Генеральная уборка

Елизавета Решетникова
Он ценил одиночество. Теперь - куда сильнее, чем раньше.

Раньше он мог выбирать, с кем общаться, когда общаться, в каком тоне и общаться ли вообще. Даже по работе - так уж он сумел построить свою жизнь. Но это было давно. Все построенное легко ломается, если не заботиться о нем должным образом. Он тоже ошибся, с кем не бывает.

Поначалу он не хотел в это верить, в результате чего ошибся еще множество раз. Они были терпеливы, его незваные кураторы, они простили ему многое. Только после того, как он чуть не сломал руку уборщику, они приняли меры.

Позже он понял, что все произошедшее в тот день было разыгранным простеньким спектаклем, из разряда тех, что он сам срежиссировал достаточно еще на заре своей карьеры. И только отчаяние, в котором он пребывал, - непозволительное, надо сказать, чувство, - только оно стало причиной того, что он принял представленный ему балаган за чистую монету.

Когда его вывели из маленькой, убогой, но относительно чистой и, главное, отдельной комнаты (он не готов был тогда назвать ее истинным именем) и втолкнули в пропитанную смрадом общую камеру, он еще не понимал, что происходит. Он даже подумал было, что это неприятное помещение - что-то вроде накопителя перед выходом на свободу. С тех пор прошло так много дней, что сейчас это воспоминание вызывало у него усмешку. Тогда же быстро стало не до веселья.
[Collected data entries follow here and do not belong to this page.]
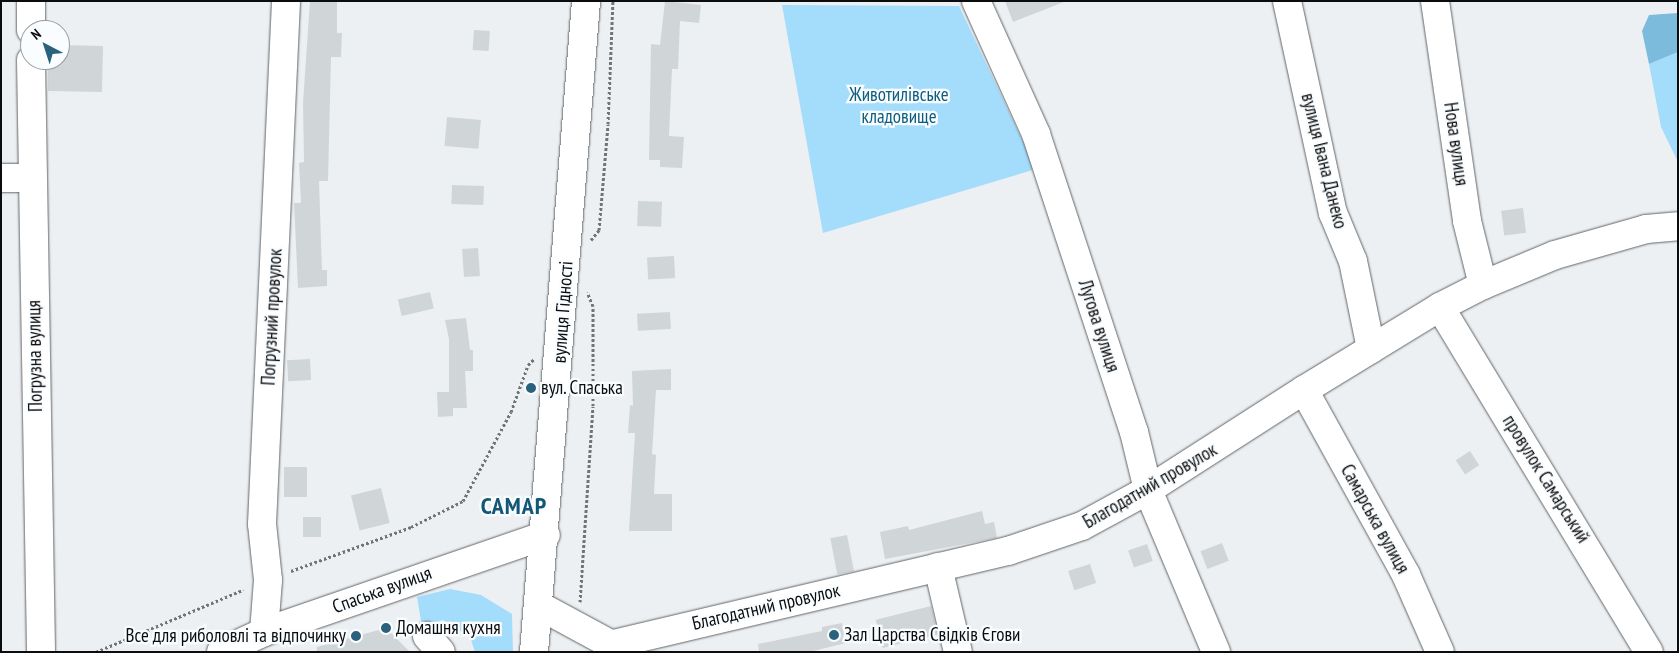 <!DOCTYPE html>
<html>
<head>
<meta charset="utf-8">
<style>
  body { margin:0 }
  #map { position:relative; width:1679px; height:653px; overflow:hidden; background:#ecf0f3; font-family:"PT Sans Narrow",sans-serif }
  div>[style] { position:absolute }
  .green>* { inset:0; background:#a4dcfb }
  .water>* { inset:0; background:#7dbbdc }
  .building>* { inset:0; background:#d0d5d8; transform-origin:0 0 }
  .path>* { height:3px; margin-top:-1.5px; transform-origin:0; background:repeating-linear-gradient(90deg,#717476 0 2.5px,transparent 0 5px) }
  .roads { filter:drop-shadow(0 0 1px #616567) drop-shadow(0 0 1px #616567) }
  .minor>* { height:28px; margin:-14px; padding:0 14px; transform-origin:14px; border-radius:14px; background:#fff }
  .major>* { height:28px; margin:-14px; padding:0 14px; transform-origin:14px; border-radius:14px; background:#fff }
  .dots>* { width:14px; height:14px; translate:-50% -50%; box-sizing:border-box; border:2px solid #fafdff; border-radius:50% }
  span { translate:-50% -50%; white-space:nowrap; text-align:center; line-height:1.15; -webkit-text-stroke:4.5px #fafdff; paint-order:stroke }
  .park-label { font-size:19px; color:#0d5c7d }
  .street-label { font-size:19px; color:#0b0c0d }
  .poi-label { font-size:19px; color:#0b0c0d }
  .left { translate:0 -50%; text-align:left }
  .right { translate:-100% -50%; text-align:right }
  .district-label { font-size:24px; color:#135774; font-weight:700; letter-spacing:1px }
  .frame { position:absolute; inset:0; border:2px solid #0b0c0d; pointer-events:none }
  .north { position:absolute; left:20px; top:20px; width:50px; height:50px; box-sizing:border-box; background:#fafdff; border:1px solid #9a9d9e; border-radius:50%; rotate:320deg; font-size:14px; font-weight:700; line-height:20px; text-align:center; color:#0b0c0d }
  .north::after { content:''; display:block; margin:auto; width:18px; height:22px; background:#2a617c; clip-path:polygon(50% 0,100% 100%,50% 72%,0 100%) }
</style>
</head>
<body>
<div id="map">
  <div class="green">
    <i style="clip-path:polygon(782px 5px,959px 6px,1036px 169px,823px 233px)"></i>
    <i style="clip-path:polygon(1678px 52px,1678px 162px,1661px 127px,1649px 64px)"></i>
    <i style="clip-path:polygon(450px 589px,481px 595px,512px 614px,513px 652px,475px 652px,470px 637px,443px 620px,422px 627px,417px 597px)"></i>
  </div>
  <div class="water">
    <i style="clip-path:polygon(1678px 13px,1678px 52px,1649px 64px,1642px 31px,1649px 15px)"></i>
  </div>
  <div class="building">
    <i style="clip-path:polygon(310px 1px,337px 1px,337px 33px,342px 33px,341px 57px,331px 57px,328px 181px,319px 181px,322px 270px,327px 270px,327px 286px,298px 288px,294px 203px,301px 203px,299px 163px,304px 162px,303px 103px)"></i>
    <i style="clip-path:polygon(665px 1px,701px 5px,699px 23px,680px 21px,678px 69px,672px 69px,669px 136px,684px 137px,682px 168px,660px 167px,660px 160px,649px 160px,651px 44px,660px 45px)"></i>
    <i style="clip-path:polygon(1005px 1px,1064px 1px,1064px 2px,1013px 22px)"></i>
    <i style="left:474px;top:30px;width:16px;height:20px;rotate:4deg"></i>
    <i style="clip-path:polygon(60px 45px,103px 46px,102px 92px,48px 91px,48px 60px,60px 60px)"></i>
    <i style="left:447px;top:117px;width:34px;height:29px;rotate:5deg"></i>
    <i style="left:452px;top:185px;width:32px;height:19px;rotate:2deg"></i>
    <i style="left:638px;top:201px;width:24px;height:25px;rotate:2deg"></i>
    <i style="left:1523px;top:208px;width:25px;height:22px;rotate:83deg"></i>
    <i style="left:478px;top:248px;width:28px;height:16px;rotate:86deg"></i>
    <i style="left:674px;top:256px;width:22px;height:27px;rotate:87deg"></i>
    <i style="left:430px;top:292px;width:17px;height:33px;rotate:77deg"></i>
    <i style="left:670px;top:312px;width:17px;height:33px;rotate:87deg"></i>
    <i style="clip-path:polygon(466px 318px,470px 350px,473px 350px,473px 371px,465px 371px,467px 408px,453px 408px,453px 416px,438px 417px,437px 392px,449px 392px,449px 339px,445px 320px)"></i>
    <i style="left:310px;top:359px;width:21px;height:23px;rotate:87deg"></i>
    <i style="clip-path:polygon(671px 369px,671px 390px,656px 390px,652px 454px,656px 455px,654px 494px,672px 494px,672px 531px,629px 531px,635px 433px,628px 433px,630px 405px,633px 406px,632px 371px)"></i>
    <i style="left:1470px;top:451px;width:17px;height:17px;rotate:57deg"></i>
    <i style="left:284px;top:467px;width:23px;height:30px"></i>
    <i style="left:381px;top:488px;width:36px;height:31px;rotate:76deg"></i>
    <i style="clip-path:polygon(982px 511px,985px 524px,994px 522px,997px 538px,885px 559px,880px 532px,908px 526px,909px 530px)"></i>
    <i style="left:321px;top:517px;width:20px;height:18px;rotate:90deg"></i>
    <i style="left:847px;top:535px;width:37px;height:17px;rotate:79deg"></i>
    <i style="left:1222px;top:543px;width:19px;height:23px;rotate:69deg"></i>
    <i style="left:1147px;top:544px;width:18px;height:20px;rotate:71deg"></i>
    <i style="left:1090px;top:564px;width:20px;height:23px;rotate:72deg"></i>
    <i style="left:931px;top:606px;width:29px;height:57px;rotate:76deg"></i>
    <i style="clip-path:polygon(842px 623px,846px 643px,809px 652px,759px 652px,758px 644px,822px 631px,822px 627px)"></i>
    <i style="clip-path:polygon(386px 628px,410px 652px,317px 652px,317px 647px)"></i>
  </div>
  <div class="path">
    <i style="left:591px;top:240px;width:13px;rotate:-51deg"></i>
    <i style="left:599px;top:230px;width:106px;rotate:-85.1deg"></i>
    <i style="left:608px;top:124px;width:123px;rotate:-87.7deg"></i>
    <i style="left:291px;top:571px;width:128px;rotate:-20.1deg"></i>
    <i style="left:411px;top:527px;width:58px;rotate:-26.6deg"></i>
    <i style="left:463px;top:501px;width:101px;rotate:-61.7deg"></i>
    <i style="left:511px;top:412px;width:50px;rotate:-70.1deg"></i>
    <i style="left:528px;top:365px;width:8px;rotate:-45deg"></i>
    <i style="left:580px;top:602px;width:196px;rotate:-86.2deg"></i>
    <i style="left:593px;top:406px;width:100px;rotate:-90deg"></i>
    <i style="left:593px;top:306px;width:15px;rotate:-113deg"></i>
    <i style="left:96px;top:652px;width:160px;rotate:-22.9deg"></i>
  </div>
  <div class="roads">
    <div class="minor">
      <i style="left:31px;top:1px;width:29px;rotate:90deg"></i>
      <i style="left:976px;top:1px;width:146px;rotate:65.7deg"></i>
      <i style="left:1036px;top:134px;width:314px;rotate:71.8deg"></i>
      <i style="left:1134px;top:432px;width:60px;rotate:76.4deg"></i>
      <i style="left:1148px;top:490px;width:176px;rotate:67.2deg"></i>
      <i style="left:1287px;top:1px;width:217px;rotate:77.8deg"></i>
      <i style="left:1333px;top:213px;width:52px;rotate:67.4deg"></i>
      <i style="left:1353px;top:261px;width:90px;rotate:78.4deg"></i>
      <i style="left:1435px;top:1px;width:222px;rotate:81.7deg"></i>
      <i style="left:1467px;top:221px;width:66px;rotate:76deg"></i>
      <i style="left:31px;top:60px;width:592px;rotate:89.03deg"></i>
      <i style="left:1px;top:178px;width:30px"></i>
      <i style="left:1440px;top:307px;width:403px;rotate:58.8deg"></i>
      <i style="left:1304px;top:390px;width:211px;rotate:61.1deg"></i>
      <i style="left:1406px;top:575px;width:84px;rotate:66.2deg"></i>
      <i style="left:938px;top:567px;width:87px;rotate:76.8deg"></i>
      <i style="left:538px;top:605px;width:99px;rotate:28.4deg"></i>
      <i style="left:264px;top:632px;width:52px;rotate:-85.6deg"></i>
      <i style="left:268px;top:580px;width:56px;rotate:-96.1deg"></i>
      <i style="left:262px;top:524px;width:524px;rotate:-87.37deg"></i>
      <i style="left:427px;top:636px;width:21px;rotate:49deg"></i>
      <i style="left:614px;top:644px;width:405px;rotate:-13.3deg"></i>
      <i style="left:1008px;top:551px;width:78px;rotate:-18.7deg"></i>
      <i style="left:1082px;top:526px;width:75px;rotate:-28.6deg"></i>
      <i style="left:1148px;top:490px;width:185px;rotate:-32.7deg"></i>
      <i style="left:1304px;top:390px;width:159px;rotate:-31.4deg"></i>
      <i style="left:1440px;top:307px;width:48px;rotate:-27.1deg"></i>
      <i style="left:1483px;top:285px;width:78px;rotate:-22.6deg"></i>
      <i style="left:1555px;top:255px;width:95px;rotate:-15.9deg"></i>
      <i style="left:1646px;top:229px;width:32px;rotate:-5deg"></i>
      <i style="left:221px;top:652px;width:47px;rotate:-24.9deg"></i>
      <i style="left:264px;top:632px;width:298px;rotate:-19deg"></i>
    </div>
    <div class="major">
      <i style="left:534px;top:652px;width:653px;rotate:-85.43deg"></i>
    </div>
  </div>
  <div class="dots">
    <i style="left:531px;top:388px;background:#2a617c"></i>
    <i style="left:386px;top:628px;background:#2a617c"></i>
    <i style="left:834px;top:635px;background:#2a617c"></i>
    <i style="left:356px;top:636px;background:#2a617c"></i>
  </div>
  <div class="park-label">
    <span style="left:899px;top:106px">Животилівське<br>кладовище</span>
  </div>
  <div class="street-label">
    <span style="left:1456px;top:144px;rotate:82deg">Нова вулиця</span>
    <span style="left:1324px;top:161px;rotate:76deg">вулиця Івана Данеко</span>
    <span style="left:563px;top:312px;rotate:-86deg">вулиця Гідності</span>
    <span style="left:272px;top:317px;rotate:-87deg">Погрузний провулок</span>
    <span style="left:1099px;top:326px;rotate:72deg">Лугова вулиця</span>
    <span style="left:35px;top:356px;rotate:-91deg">Погрузна вулиця</span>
    <span style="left:1546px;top:479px;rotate:58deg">провулок Самарський</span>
    <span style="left:1150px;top:486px;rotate:-30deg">Благодатний провулок</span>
    <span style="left:1375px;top:519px;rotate:61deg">Самарська вулиця</span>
    <span style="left:382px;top:590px;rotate:-20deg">Спаська вулиця</span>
    <span style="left:766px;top:607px;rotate:-13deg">Благодатний провулок</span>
  </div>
  <div class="poi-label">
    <span class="left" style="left:541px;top:388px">вул. Спаська</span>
    <span class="left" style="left:396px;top:628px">Домашня кухня</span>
    <span class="left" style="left:844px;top:635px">Зал Царства Свідків Єгови</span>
    <span class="right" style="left:346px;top:636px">Все для риболовлі та відпочинку</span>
  </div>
  <div class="district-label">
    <span style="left:514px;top:506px">САМАР</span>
  </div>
  <div class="frame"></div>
  <div class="north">N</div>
</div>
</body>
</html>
Их было пятеро - все на одно лицо, неаккуратно постриженные налысо, изможденные, похожие на привидения, неопрятные, они вышли на него из полумрака, который не могла разогнать прилепившаяся под потолком обычная лампочка ватт на сорок, не больше.

- Тююююю, а я тебя знаю, - сказал один из них, ничем не отличимый от остальных, - ты к нам в Пензе приходил, кучерявый. Со шведами. В костюмчике такой, от всего шарахался, морщил нос и улыбался. Я еще тогда подумал - вот бы этого хлыща - да нам в дамочки. Чему ты лыбился, родной? - призрак больно схватил его за волосы и потянул на себя, - а сейчас чего грустишь? Вон, хлебни целебной водички, авось веселее станешь, - и его бесцеремонно подтащили к унитазу. Больно было так, что глаза заслезились против воли. Сказать он ничего не мог. Нечего было сказать.

Он действительно улыбался тогда, в бесконечно теперь далеком мае. Они не знали, эти опустившиеся люди, что только улыбкой, искренней и подкупающей, можно залакировать истинные эмоции. Он не хотел, чтобы видели, что ему по-настоящему страшно. Что в официальном визите, за блеском фотовспышек ему мерещится собственное будущее. Что, запрещая себе об этом думать, он все равно представляет себя по ту сторону тяжелых темно-серых дверей. И что не может не вспоминать о Грише. Поэтому он улыбался, но у него и в мыслях не было глумиться над этими людьми. Но поняли все именно так.

- В тюрьме побывал, - бросил он небрежно жене, вернувшись домой. Она только охнула и привычно схватилась за живот. Потом они посмеялись над этим. Осторожно, чтобы не побеспокоить Нового Человека.

Она успела уехать, и дети тоже. Наверное, это должно было стать для него самым большим подарком до конца жизни.

Здесь была, кажется, не Пенза, и он не мог, конечно же, вспомнить лицо говорившего, но все могло быть именно так. И то, что его собирались макнуть головой в парашу, было, наверное, закономерно. И все остальное, на что они были способны, тоже. Его напугало не грядущее насилие, не боль, через которую предстояло пройти, и даже не унижение, но он пришел в ужас от обнаруженного в себе равнодушия к собственной судьбе. Словно захлопнувшаяся дверь в эту камеру прибила в нем способность бороться.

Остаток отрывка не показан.